Una familia de voces

Imagina el susurro del viento entre los abedules, el cálido crepitar del fuego dentro de una cabaña y el suave chapoteo de un remo en un lago de aguas claras. Yo soy todos esos sonidos. Soy el sonido de muchas voces diferentes, cada una un poco única, pero que hablan juntas como primos en una familia muy grande. Mi gente ha vivido en estos bosques, junto a estos ríos caudalosos y a lo largo de la gran agua salada durante más años de los que puedas contar. Mucho antes de que se construyeran las altas ciudades, yo era como un mapa secreto de senderos que conectaban aldeas. Era una biblioteca de historias compartidas bajo la gran luna brillante. Soy una conexión que ha durado miles de años. ¿Quién soy yo?.

Soy los pueblos algonquinos. No se trata de un solo grupo, sino de una enorme familia formada por muchas naciones, como los ojibwe, los powhatan, los lenape y los cree. Durante miles de años, desde mucho antes del año 1000, mis familias vivieron en hogares especiales llamados wigwams, que estaban hechos con árboles jóvenes doblados y láminas de corteza. Éramos cazadores, pescadores y agricultores asombrosos que conocían la tierra como la palma de su mano. Plantábamos las 'Tres Hermanas': maíz, frijoles y calabaza. Crecían juntas como las mejores amigas, ayudándose mutuamente a ser fuertes y sanas. El maíz le daba a los frijoles un poste para trepar, los frijoles le daban al suelo buenos nutrientes y las grandes hojas de la calabaza mantenían la tierra sombreada y húmeda. A principios del siglo XVII, nuevas personas en barcos gigantes navegaron a través del océano. La vida cambió mucho para nosotros y hubo muchos momentos difíciles. Pero nuestra familia es fuerte y trabajamos duro para aferrarnos a nuestras costumbres.
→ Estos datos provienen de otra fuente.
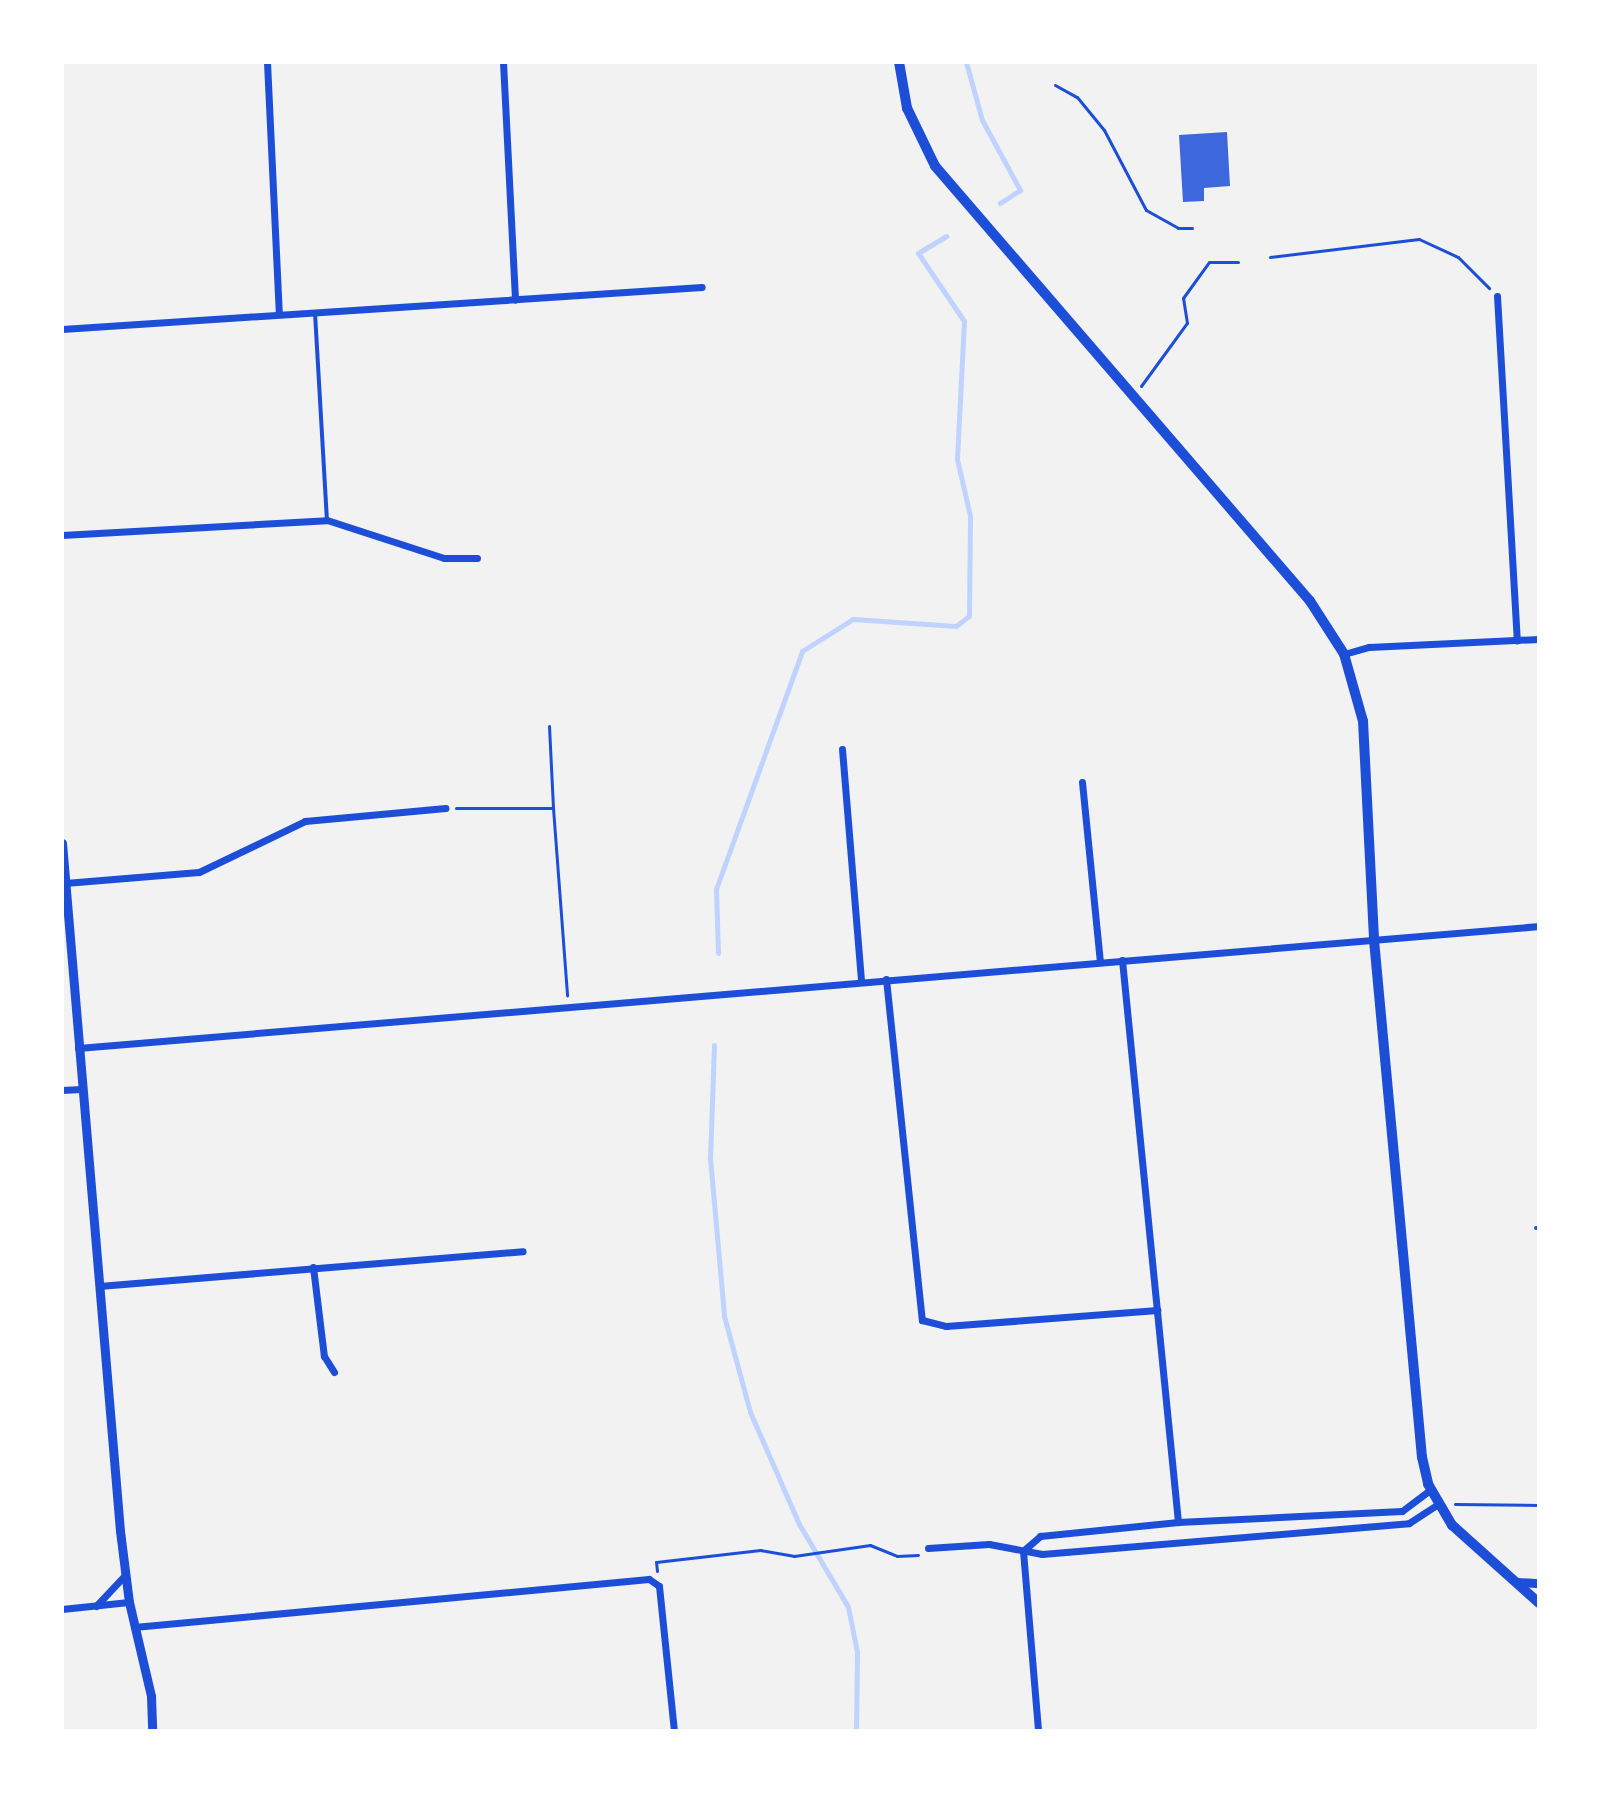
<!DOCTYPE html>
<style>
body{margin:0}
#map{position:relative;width:1601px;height:1793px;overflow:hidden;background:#f2f2f2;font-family:Lato,sans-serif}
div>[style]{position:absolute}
.stream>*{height:5px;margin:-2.5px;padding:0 2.5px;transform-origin:2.5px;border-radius:2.5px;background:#bfd3fe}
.building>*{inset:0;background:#3d67dc}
.path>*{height:3px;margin:-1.5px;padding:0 1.5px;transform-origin:1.5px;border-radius:1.5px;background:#1d4ed8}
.service>*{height:4px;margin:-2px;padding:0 2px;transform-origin:2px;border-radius:2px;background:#1d4ed8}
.minor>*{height:7px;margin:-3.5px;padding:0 3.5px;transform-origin:3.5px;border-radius:3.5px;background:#1d4ed8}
.tertiary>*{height:9px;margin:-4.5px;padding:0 4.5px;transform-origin:4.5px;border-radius:4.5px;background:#1d4ed8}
.secondary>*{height:10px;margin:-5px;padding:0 5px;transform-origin:5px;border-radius:5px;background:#1d4ed8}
span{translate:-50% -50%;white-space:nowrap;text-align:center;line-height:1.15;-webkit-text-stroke:6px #fff;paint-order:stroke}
.frame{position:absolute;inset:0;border:64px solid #fff;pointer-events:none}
</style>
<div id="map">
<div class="stream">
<div style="left:966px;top:62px;width:60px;rotate:74.6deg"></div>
<div style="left:982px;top:120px;width:80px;rotate:61.5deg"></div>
<div style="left:1020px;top:190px;width:24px;rotate:147deg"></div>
<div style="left:718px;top:953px;width:64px;rotate:-91.8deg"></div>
<div style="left:716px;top:889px;width:253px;rotate:-70.1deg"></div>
<div style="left:802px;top:651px;width:60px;rotate:-32.1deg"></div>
<div style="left:853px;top:619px;width:103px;rotate:3.9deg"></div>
<div style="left:956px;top:626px;width:16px;rotate:-38deg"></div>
<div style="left:969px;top:616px;width:100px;rotate:-89.4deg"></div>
<div style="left:970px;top:516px;width:58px;rotate:-102.8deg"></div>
<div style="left:957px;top:459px;width:138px;rotate:-87.1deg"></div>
<div style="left:964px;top:321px;width:82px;rotate:-124.1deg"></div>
<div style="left:918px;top:253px;width:33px;rotate:-31deg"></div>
<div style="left:714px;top:1045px;width:113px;rotate:92deg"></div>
<div style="left:710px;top:1158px;width:159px;rotate:84.9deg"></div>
<div style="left:724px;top:1316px;width:99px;rotate:74.8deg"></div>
<div style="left:750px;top:1412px;width:122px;rotate:66.4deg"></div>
<div style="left:799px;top:1524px;width:96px;rotate:59.4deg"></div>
<div style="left:848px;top:1607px;width:46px;rotate:78.7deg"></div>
<div style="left:857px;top:1652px;width:79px;rotate:90.7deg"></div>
</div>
<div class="building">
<div style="clip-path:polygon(1227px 132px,1230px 186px,1204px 188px,1204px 201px,1183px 202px,1179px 135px)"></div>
</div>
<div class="path">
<div style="left:1055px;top:85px;width:25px;rotate:29deg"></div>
<div style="left:1077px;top:97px;width:43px;rotate:50.7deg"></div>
<div style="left:1104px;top:130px;width:90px;rotate:62.3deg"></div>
<div style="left:1146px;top:210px;width:37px;rotate:29deg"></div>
<div style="left:1178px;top:228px;width:14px"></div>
<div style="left:1270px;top:257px;width:150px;rotate:-6.9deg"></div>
<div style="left:1419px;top:239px;width:43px;rotate:24.8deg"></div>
<div style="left:1458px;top:257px;width:44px;rotate:45deg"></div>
<div style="left:1141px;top:386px;width:78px;rotate:-53.9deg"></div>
<div style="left:1187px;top:323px;width:25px;rotate:-99deg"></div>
<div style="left:1183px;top:298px;width:44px;rotate:-54.2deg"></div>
<div style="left:1209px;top:262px;width:29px"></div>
<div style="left:549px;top:726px;width:81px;rotate:87.2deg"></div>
<div style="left:456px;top:808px;width:97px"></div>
<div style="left:553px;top:808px;width:188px;rotate:85.7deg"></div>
<div style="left:1455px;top:1504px;width:84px;rotate:0.7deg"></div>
<div style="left:657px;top:1571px;width:9px;rotate:-96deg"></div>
<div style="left:656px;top:1562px;width:105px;rotate:-6.6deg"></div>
<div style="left:760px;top:1550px;width:35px;rotate:10deg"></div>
<div style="left:794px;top:1556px;width:77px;rotate:-8.2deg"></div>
<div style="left:870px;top:1545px;width:29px;rotate:22deg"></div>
<div style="left:897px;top:1556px;width:21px;rotate:-3deg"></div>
</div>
<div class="service">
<div style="left:315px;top:313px;width:207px;rotate:86.7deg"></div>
<div style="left:1536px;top:1228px;width:3px"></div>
</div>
<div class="minor">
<div style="left:267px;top:62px;width:251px;rotate:87.3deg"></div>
<div style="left:503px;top:62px;width:238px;rotate:87.1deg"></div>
<div style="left:1497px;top:296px;width:345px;rotate:86.7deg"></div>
<div style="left:62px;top:329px;width:641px;rotate:-3.75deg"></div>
<div style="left:62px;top:535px;width:265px;rotate:-3.2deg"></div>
<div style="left:327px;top:520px;width:123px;rotate:18deg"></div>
<div style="left:444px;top:558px;width:33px"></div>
<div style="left:1344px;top:654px;width:26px;rotate:-16deg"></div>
<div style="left:1369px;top:647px;width:170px;rotate:-2.7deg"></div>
<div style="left:842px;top:749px;width:233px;rotate:85.3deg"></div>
<div style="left:1082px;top:782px;width:181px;rotate:84.3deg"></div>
<div style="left:65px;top:883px;width:134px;rotate:-4.7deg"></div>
<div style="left:199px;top:872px;width:118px;rotate:-25.7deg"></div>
<div style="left:305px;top:821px;width:141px;rotate:-5.3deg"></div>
<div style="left:1122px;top:960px;width:565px;rotate:84.31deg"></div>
<div style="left:886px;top:979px;width:343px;rotate:84deg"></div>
<div style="left:922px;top:1320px;width:25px;rotate:14deg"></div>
<div style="left:946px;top:1326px;width:212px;rotate:-4.3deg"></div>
<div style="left:78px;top:1048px;width:1466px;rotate:-4.77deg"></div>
<div style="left:62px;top:1090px;width:19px;rotate:-3deg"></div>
<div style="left:313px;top:1267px;width:90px;rotate:83deg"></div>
<div style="left:324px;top:1356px;width:19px;rotate:58deg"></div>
<div style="left:99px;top:1286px;width:425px;rotate:-4.7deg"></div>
<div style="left:928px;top:1548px;width:61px;rotate:-3.8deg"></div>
<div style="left:989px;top:1544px;width:54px;rotate:10.7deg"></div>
<div style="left:1042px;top:1554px;width:368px;rotate:-4.8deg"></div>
<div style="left:1409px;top:1523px;width:35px;rotate:-33deg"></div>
<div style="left:1023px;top:1551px;width:23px;rotate:-41deg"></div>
<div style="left:1040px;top:1536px;width:139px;rotate:-5.8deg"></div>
<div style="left:1178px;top:1522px;width:224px;rotate:-2.8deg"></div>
<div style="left:1402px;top:1511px;width:36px;rotate:-37deg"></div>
<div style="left:1023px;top:1551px;width:181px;rotate:85.2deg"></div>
<div style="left:96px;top:1606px;width:42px;rotate:-46.9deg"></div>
<div style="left:62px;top:1609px;width:67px;rotate:-6deg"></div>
<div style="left:134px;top:1627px;width:517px;rotate:-5.32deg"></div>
<div style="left:649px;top:1579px;width:12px;rotate:35deg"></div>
<div style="left:659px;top:1586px;width:146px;rotate:84.1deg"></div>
</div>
<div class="tertiary">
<div style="left:62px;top:843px;width:690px;rotate:85.18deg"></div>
<div style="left:120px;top:1531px;width:72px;rotate:82.8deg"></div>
<div style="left:129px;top:1602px;width:97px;rotate:76.8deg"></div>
<div style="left:151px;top:1696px;width:35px;rotate:88deg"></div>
<div style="left:1517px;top:1582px;width:22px;rotate:3deg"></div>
</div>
<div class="secondary">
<div style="left:899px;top:62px;width:47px;rotate:80.1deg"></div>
<div style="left:907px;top:108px;width:64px;rotate:64.2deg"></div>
<div style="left:935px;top:166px;width:574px;rotate:49.24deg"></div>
<div style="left:1310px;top:601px;width:63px;rotate:57.3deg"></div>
<div style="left:1344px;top:654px;width:70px;rotate:74.2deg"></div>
<div style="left:1363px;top:721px;width:219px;rotate:87.1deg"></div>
<div style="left:1374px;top:940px;width:519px;rotate:84.7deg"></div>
<div style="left:1422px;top:1457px;width:28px;rotate:77deg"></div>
<div style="left:1428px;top:1484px;width:48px;rotate:59.7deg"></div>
<div style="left:1452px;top:1525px;width:117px;rotate:41.9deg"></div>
</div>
<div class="frame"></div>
</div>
Hoy en día, mis familias algonquinas viven por toda América del Norte. Vivimos en casas y ciudades modernas como tú, pero nuestra conexión con la tierra y nuestras tradiciones especiales sigue siendo muy poderosa. Todavía contamos las viejas historias que nos contaron nuestros abuelos, hablamos nuestros idiomas y celebramos con música y bailes preciosos en grandes reuniones llamadas powwows. Somos artistas con talento, maestros inteligentes, líderes valientes y amigos amables. Soy el espíritu de ser fuerte y no rendirse, lo que se llama resiliencia. Soy el orgullo de una cultura que ha durado miles y miles de años. Soy un recordatorio de que las primeras voces de esta tierra todavía hablan, enseñándonos a todos cómo cuidar la tierra y cómo ser amables los unos con los otros.